When someone asks you to meet them at a café you assume you’ll have coffee and delicious pastries. What if the menu at the café is new and there is no food on the menu. The menu consists of topics of conversation, questions yet to be answered, and an open honest environment where what scares you can be brought out in the open. That’s the café I attended yesterday, The Death Café.
The Death Café started in 2010 in Europe, by Jon Underwood, and has become a global experience. There are approximately eight hundred Death Cafes across the globe. The Death Café is a gathering of those interested in discussing anything and everything related to their beliefs, opinion, and concerns about death and dying.

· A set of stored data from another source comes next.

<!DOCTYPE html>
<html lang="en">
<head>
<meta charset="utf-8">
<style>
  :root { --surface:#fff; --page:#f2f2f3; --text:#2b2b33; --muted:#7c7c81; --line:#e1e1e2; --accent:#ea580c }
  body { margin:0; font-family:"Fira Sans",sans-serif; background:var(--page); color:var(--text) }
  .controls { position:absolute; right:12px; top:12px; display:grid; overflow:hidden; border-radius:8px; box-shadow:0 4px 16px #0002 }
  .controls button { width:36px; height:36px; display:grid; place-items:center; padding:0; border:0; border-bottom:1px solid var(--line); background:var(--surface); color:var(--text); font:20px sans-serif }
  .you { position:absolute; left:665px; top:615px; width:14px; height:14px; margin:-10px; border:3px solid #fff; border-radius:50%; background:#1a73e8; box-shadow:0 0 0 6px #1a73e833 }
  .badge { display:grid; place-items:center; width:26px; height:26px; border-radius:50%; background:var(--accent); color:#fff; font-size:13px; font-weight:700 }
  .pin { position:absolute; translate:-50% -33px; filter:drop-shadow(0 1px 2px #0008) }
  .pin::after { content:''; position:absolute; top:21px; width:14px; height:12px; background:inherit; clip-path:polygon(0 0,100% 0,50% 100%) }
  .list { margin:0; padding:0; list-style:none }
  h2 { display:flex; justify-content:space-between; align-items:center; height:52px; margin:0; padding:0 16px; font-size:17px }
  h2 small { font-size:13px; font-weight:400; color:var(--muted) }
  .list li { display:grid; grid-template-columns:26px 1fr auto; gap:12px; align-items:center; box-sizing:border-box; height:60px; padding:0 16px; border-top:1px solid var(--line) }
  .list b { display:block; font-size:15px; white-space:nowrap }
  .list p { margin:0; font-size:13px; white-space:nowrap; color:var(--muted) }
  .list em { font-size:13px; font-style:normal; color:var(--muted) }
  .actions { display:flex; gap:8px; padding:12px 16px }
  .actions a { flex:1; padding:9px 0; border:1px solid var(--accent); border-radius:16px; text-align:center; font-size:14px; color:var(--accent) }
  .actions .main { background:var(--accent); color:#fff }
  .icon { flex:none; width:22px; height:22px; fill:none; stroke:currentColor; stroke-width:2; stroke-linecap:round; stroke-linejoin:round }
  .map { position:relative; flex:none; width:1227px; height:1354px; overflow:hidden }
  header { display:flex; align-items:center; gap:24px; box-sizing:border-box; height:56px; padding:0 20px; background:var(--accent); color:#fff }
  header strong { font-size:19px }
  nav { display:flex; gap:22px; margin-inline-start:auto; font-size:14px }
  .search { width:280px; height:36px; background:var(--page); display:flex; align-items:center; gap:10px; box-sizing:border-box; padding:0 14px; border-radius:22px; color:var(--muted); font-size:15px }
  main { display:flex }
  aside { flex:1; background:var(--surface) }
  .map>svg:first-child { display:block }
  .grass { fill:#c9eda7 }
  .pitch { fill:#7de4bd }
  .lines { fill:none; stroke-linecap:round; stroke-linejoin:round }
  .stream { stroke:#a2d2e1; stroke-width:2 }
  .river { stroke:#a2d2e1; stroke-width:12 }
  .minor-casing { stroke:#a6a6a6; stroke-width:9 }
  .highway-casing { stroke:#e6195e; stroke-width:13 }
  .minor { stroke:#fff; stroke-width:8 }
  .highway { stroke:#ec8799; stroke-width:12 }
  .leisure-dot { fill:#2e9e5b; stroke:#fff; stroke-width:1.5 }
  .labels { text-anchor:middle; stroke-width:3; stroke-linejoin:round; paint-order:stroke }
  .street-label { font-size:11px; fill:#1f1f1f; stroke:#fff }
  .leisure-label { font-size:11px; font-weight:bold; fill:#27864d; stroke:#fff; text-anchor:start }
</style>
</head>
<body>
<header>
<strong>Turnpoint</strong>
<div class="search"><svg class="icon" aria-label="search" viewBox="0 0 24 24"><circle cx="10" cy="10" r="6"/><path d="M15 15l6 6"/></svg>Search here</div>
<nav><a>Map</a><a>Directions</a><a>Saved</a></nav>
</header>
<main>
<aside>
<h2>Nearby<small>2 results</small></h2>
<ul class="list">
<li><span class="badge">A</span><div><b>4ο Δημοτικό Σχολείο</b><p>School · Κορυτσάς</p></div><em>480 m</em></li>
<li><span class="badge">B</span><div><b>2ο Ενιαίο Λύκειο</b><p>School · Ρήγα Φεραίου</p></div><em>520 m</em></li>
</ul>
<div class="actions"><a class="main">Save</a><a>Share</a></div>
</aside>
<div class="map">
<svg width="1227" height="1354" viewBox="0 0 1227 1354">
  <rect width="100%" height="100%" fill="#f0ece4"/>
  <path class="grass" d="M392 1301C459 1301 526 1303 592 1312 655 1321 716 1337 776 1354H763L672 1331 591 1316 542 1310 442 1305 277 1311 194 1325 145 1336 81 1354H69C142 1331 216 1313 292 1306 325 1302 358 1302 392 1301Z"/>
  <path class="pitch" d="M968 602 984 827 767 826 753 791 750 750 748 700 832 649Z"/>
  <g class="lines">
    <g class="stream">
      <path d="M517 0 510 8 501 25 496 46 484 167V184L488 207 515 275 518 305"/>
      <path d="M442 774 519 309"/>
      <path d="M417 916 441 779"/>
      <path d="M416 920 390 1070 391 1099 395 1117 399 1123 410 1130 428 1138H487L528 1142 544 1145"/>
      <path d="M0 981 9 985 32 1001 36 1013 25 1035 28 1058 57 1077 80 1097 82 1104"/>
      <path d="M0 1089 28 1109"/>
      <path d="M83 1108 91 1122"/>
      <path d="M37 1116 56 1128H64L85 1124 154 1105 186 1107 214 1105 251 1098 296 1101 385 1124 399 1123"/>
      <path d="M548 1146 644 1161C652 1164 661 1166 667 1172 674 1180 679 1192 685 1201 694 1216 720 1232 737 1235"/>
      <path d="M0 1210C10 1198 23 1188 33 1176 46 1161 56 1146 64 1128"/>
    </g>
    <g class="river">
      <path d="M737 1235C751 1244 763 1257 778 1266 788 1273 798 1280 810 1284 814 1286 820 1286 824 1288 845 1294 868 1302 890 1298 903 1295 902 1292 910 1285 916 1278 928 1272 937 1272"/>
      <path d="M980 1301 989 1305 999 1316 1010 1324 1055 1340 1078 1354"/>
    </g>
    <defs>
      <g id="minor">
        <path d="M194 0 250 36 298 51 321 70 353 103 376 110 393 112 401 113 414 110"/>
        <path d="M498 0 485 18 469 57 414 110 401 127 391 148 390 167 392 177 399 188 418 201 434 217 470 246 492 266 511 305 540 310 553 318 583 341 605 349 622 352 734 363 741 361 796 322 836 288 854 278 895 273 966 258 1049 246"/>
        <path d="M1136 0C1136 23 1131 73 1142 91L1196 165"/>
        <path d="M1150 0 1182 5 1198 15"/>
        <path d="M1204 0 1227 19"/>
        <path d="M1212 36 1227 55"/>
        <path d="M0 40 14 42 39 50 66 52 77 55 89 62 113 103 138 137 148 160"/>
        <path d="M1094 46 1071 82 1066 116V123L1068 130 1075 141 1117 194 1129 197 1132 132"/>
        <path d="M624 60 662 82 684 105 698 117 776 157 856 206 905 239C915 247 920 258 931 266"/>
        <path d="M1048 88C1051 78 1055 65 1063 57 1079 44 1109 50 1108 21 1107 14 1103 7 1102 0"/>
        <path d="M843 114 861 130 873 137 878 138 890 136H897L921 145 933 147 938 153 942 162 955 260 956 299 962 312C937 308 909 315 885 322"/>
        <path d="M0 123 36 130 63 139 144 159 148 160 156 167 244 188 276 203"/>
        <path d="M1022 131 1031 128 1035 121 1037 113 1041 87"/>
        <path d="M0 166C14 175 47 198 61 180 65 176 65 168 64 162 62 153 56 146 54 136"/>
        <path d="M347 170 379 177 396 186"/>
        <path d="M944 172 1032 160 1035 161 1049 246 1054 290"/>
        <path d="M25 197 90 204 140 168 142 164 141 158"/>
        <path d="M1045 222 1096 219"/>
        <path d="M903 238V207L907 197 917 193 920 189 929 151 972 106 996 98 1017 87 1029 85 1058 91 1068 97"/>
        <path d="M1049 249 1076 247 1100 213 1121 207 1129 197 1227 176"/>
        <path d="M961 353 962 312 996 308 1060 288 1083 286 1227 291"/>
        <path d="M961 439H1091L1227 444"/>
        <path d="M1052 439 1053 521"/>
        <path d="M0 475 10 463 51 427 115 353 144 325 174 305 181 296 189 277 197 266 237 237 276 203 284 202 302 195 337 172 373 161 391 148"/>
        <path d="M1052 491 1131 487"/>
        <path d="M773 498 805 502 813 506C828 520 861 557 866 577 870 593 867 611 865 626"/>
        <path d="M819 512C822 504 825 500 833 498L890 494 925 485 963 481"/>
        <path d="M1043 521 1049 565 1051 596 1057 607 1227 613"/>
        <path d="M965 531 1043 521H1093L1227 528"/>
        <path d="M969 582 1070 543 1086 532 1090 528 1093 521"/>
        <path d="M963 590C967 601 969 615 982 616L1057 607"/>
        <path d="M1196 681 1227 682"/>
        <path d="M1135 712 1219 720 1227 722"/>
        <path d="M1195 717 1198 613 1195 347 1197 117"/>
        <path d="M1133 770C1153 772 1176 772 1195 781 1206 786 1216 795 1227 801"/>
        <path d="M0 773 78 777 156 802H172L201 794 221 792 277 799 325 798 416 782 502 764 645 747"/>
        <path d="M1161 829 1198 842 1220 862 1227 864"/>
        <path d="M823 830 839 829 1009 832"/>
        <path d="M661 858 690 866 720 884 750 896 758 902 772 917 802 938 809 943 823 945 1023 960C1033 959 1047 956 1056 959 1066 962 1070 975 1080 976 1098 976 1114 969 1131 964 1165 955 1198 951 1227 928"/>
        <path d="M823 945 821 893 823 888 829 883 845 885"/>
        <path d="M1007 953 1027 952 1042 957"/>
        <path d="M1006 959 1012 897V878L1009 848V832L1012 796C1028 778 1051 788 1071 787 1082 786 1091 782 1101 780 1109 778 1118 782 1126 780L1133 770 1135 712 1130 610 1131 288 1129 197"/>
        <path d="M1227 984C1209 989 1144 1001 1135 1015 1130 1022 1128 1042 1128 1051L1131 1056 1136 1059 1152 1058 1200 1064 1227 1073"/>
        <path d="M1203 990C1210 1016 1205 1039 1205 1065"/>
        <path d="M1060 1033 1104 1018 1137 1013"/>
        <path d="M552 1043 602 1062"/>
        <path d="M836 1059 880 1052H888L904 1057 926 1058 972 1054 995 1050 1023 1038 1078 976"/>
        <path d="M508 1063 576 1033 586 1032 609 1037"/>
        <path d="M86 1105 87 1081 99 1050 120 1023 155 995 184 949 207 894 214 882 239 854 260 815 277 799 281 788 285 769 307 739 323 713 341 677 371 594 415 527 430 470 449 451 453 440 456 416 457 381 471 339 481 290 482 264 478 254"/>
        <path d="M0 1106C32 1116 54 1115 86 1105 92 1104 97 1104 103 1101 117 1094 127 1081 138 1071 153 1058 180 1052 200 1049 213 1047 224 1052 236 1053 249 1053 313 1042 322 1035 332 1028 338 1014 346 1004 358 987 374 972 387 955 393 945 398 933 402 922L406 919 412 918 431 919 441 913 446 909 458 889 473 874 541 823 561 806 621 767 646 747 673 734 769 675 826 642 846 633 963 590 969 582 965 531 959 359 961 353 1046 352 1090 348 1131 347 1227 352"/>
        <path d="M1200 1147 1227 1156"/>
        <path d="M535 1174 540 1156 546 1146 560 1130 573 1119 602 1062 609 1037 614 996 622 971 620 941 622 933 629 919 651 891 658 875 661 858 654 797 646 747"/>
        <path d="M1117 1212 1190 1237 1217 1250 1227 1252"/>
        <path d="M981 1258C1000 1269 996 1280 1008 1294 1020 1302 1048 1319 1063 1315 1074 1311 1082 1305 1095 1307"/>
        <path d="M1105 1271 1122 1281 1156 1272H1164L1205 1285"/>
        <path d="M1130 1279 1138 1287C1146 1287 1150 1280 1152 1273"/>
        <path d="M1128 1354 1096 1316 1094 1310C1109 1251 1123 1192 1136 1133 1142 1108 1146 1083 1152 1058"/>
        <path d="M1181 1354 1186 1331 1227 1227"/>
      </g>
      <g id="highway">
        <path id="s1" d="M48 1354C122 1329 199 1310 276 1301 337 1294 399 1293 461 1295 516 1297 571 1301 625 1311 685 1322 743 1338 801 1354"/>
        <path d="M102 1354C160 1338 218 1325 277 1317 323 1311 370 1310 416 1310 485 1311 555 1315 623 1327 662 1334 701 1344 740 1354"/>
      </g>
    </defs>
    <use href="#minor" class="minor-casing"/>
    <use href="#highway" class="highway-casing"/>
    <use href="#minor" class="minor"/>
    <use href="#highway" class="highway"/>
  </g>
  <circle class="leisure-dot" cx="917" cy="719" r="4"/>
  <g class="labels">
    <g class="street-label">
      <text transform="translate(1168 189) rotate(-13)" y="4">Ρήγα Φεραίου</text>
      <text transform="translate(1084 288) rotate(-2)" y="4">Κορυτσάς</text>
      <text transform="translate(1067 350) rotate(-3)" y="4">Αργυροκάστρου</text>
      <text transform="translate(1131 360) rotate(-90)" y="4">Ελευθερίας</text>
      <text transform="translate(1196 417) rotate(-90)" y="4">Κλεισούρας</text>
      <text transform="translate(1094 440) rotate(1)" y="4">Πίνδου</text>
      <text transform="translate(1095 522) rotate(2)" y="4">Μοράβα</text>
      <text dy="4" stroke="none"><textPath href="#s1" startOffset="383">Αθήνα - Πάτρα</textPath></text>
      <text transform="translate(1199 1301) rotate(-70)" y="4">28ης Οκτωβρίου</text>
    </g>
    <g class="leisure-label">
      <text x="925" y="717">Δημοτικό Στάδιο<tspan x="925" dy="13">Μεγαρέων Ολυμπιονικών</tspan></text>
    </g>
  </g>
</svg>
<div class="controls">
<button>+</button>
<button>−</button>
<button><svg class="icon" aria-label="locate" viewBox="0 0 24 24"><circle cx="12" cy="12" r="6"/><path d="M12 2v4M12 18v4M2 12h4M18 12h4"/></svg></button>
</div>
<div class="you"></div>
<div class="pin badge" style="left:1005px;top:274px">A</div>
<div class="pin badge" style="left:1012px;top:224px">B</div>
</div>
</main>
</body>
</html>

We live in a culture that has come to focus on living “the good life”. We haven’t quite figured out how to live “the good life”, so why would we think about anything remotely related to “a good death”. We don’t discuss death on any regular basis and when it enters our sphere we’re disoriented and the emotional and spiritual pain we experience can be excruciating.
My work as a psychotherapist for the past twenty-five years has been in the arena of chronic and life-threatening illness. I’ve had thousands of conversations with people about death and dying. These conversations have served as my own personal question and answer session, always renewing and revising my concerns and beliefs about death and dying.
It’s interesting because on my recent family vacation I had a long conversation with my father about my plans for when I die. It has changed over time, but reaching a place of peace is important. It allows me to make plans reducing stress and anxiety for those in my life who will eventually make those arrangements.
The Death Café format was interesting. Anita Larson, the organizer, had anyone who wanted to write a question on a card that was put in a basket. One-by-one the questions were picked out of the basket and the floor was open for anyone and everyone to respond. People were open, honest, and forthcoming.
Having an environment that allows us to take the mystery out of death and dying is critical to living “the good life”. How can we live “the good life” if we’re twisted with anxiety about death, something we have little if any control over. The saying is true, the only thing we have to do in this lifetime is pay taxes and die, so why give the IRS a leg up on what causes us anxiety?